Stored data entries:
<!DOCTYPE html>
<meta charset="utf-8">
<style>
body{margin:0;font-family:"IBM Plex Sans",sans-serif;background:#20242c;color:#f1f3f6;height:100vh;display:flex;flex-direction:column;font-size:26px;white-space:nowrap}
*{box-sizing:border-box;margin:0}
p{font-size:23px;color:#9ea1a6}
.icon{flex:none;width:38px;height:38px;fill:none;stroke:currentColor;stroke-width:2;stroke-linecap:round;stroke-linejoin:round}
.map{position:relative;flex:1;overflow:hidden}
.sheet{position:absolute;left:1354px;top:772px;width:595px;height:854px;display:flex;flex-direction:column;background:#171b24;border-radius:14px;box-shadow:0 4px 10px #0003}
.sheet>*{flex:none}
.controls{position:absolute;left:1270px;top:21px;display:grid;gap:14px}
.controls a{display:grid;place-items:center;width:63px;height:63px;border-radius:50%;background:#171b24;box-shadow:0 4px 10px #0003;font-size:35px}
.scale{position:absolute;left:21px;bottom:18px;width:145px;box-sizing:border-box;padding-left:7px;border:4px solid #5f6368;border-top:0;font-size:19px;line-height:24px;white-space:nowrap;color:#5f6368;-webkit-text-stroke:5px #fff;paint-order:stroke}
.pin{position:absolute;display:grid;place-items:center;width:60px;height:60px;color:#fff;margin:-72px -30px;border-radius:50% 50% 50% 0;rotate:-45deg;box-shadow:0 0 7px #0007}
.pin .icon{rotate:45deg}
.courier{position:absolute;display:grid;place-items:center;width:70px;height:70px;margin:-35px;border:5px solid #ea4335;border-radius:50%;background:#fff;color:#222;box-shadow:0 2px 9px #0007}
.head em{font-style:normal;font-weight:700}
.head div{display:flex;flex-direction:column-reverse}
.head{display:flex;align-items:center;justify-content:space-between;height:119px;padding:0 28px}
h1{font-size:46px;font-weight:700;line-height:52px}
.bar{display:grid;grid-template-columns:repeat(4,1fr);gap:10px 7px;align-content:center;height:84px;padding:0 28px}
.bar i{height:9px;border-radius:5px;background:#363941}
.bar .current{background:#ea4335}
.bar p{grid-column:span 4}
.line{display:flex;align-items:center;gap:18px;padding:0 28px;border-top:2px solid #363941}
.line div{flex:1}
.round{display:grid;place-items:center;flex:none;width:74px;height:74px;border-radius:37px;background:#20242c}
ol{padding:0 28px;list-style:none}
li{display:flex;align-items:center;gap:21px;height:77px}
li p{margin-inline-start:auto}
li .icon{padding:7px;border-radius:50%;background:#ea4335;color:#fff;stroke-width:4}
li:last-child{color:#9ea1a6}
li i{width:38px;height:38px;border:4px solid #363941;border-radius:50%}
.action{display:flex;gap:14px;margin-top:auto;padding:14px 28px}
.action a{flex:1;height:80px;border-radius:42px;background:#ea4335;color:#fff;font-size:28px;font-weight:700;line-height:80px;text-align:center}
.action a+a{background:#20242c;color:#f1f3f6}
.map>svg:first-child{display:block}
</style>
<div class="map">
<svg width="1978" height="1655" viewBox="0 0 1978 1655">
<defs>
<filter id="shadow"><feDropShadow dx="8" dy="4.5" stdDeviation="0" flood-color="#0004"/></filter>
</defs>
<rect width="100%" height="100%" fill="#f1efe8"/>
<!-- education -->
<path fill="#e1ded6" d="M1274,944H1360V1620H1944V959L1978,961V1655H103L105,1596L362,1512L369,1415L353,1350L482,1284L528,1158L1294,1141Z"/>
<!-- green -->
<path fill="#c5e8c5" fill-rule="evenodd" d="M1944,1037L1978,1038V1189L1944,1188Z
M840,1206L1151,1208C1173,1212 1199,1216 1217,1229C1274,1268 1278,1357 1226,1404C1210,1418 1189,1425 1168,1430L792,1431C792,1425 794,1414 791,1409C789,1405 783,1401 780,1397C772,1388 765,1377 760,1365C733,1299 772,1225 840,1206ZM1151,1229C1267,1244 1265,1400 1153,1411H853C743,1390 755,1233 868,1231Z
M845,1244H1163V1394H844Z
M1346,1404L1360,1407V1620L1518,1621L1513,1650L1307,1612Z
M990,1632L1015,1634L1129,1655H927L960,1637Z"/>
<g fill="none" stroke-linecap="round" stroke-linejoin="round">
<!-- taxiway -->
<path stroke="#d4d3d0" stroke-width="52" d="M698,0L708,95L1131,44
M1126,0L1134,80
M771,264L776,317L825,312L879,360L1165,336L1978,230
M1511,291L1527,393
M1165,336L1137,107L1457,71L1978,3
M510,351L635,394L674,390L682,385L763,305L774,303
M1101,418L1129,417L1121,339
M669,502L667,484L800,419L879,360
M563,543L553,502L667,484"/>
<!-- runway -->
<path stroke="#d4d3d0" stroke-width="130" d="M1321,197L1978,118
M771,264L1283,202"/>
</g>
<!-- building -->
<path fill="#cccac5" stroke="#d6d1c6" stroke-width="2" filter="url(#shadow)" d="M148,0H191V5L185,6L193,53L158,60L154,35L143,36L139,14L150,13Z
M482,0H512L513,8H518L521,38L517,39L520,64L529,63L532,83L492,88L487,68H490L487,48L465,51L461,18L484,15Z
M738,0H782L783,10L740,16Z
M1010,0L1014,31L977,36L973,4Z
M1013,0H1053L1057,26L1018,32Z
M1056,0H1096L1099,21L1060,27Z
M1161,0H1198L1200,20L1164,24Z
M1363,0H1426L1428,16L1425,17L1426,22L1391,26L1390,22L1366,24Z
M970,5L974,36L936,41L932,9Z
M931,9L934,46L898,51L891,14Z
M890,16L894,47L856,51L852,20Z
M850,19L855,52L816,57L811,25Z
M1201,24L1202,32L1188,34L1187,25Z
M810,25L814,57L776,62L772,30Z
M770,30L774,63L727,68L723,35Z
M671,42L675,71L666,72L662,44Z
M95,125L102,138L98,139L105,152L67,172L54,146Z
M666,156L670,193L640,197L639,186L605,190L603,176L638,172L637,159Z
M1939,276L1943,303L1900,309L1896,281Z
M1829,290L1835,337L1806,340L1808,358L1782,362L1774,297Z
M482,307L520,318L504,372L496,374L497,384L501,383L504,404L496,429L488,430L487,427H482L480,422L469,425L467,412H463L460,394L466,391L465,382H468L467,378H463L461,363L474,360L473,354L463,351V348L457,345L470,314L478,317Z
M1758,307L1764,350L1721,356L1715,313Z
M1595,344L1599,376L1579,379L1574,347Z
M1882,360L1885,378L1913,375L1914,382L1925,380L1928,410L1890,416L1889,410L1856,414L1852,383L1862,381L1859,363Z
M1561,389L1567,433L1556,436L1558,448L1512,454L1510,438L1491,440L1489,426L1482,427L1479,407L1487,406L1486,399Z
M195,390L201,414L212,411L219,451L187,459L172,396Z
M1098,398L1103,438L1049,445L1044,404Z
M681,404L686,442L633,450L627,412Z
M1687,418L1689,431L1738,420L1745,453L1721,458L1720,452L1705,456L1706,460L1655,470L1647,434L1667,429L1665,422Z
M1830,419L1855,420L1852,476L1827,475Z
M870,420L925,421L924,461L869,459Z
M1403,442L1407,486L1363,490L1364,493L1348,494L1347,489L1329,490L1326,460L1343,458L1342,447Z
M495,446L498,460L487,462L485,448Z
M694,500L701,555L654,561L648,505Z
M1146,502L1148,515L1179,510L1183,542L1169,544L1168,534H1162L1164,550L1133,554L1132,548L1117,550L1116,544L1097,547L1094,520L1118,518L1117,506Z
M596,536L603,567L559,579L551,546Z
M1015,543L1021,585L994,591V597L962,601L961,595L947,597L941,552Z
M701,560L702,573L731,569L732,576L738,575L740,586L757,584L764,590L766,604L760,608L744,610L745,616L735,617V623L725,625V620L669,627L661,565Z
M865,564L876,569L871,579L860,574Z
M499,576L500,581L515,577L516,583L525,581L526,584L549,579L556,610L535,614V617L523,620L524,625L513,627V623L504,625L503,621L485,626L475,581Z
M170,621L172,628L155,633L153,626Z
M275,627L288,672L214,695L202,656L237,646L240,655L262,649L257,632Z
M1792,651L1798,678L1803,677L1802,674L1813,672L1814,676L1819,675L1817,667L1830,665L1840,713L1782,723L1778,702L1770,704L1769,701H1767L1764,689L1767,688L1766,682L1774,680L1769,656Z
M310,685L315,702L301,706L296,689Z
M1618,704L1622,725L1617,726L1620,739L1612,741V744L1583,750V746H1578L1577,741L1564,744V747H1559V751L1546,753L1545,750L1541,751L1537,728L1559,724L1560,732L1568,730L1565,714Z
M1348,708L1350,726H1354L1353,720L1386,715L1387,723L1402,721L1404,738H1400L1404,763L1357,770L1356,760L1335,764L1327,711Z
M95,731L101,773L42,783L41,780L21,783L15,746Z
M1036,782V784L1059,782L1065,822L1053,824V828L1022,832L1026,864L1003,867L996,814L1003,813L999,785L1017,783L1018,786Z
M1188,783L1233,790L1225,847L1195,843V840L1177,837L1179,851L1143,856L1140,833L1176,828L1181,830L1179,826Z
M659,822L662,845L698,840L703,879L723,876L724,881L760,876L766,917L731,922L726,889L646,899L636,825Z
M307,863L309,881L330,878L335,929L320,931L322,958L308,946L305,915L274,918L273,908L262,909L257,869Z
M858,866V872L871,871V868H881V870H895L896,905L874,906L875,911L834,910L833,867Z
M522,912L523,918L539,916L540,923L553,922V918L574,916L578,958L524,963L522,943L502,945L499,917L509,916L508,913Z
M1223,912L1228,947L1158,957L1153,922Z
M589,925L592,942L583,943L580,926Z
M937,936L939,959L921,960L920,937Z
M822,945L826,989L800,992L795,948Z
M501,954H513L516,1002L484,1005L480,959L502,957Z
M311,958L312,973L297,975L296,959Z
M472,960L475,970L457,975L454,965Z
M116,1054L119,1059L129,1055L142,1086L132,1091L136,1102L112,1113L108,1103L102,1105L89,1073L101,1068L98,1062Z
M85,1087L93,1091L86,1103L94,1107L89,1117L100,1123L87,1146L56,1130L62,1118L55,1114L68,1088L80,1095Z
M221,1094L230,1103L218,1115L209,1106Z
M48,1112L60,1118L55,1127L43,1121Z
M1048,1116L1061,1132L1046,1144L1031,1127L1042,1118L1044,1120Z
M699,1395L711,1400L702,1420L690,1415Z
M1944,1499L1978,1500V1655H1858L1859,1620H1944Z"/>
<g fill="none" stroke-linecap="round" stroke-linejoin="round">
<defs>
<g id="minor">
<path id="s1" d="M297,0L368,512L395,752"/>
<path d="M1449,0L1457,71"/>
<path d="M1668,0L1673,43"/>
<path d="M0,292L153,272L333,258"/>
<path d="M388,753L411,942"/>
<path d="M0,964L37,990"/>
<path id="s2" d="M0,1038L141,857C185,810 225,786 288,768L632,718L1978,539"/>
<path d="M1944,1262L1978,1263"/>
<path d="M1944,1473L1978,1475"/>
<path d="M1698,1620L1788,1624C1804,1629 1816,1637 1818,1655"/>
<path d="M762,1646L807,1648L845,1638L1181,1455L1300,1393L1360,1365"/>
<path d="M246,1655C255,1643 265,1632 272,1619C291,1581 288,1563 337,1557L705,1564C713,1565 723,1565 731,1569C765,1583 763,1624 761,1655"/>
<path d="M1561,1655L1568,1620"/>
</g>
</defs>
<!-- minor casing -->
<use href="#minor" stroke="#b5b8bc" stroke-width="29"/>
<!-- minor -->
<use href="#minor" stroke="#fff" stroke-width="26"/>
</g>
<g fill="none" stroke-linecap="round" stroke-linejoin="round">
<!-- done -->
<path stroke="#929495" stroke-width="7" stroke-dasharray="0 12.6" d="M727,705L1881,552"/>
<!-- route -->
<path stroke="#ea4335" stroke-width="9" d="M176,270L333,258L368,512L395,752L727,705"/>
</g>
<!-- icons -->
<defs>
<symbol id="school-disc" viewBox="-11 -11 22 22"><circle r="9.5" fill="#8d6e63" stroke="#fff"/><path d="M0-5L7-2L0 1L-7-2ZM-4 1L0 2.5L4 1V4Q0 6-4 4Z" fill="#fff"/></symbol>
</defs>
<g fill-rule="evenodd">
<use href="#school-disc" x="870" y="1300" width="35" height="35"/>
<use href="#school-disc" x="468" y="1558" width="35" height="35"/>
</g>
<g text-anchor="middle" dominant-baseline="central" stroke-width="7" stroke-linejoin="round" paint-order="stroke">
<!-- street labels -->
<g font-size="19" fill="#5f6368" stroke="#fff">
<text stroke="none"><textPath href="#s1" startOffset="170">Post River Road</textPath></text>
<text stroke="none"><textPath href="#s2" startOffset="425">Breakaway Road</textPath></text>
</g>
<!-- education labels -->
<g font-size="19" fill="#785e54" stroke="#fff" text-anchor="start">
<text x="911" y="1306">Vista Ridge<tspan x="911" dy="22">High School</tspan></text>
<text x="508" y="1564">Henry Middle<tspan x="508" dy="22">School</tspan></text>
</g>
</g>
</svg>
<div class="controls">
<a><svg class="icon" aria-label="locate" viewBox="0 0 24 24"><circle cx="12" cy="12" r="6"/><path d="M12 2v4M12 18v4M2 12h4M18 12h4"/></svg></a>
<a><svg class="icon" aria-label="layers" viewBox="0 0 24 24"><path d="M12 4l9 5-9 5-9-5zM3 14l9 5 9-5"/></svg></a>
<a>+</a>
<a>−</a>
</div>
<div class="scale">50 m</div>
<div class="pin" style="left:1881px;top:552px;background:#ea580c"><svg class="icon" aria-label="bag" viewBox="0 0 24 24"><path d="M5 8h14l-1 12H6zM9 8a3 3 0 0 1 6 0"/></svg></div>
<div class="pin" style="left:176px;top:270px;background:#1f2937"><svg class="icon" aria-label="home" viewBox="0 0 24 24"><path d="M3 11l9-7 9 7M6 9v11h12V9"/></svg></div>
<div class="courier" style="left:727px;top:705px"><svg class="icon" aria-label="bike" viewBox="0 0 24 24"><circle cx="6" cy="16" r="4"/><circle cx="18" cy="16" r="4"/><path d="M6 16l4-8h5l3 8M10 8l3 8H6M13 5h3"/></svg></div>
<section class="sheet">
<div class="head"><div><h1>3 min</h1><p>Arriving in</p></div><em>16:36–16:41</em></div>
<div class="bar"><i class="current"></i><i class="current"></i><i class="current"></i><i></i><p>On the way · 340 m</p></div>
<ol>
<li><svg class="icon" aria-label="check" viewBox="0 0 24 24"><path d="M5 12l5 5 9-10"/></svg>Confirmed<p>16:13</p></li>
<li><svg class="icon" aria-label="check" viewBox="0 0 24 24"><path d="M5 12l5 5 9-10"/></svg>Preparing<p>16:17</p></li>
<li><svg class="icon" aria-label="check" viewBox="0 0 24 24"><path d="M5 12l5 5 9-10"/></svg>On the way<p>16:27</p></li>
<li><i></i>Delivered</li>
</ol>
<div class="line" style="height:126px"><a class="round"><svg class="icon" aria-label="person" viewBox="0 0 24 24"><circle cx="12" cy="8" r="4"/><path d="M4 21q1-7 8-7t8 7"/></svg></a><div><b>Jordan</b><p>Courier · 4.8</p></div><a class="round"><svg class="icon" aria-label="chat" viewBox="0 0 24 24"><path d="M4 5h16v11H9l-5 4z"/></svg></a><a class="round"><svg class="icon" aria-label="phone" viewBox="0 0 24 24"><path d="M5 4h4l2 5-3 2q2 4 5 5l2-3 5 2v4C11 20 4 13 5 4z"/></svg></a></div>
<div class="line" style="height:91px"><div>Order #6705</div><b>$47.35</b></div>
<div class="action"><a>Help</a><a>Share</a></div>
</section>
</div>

### [WORK REQUIRED]
Starting at the line above that contains "M596,536L603,567L559,579L551,546Z", repeat each line exactly up to and including the line that contains "M865,564L876,569L871,579L860,574Z", and stop there.

### [RESPONSE TO THIS EXERCISE]
M596,536L603,567L559,579L551,546Z
M1015,543L1021,585L994,591V597L962,601L961,595L947,597L941,552Z
M701,560L702,573L731,569L732,576L738,575L740,586L757,584L764,590L766,604L760,608L744,610L745,616L735,617V623L725,625V620L669,627L661,565Z
M865,564L876,569L871,579L860,574Z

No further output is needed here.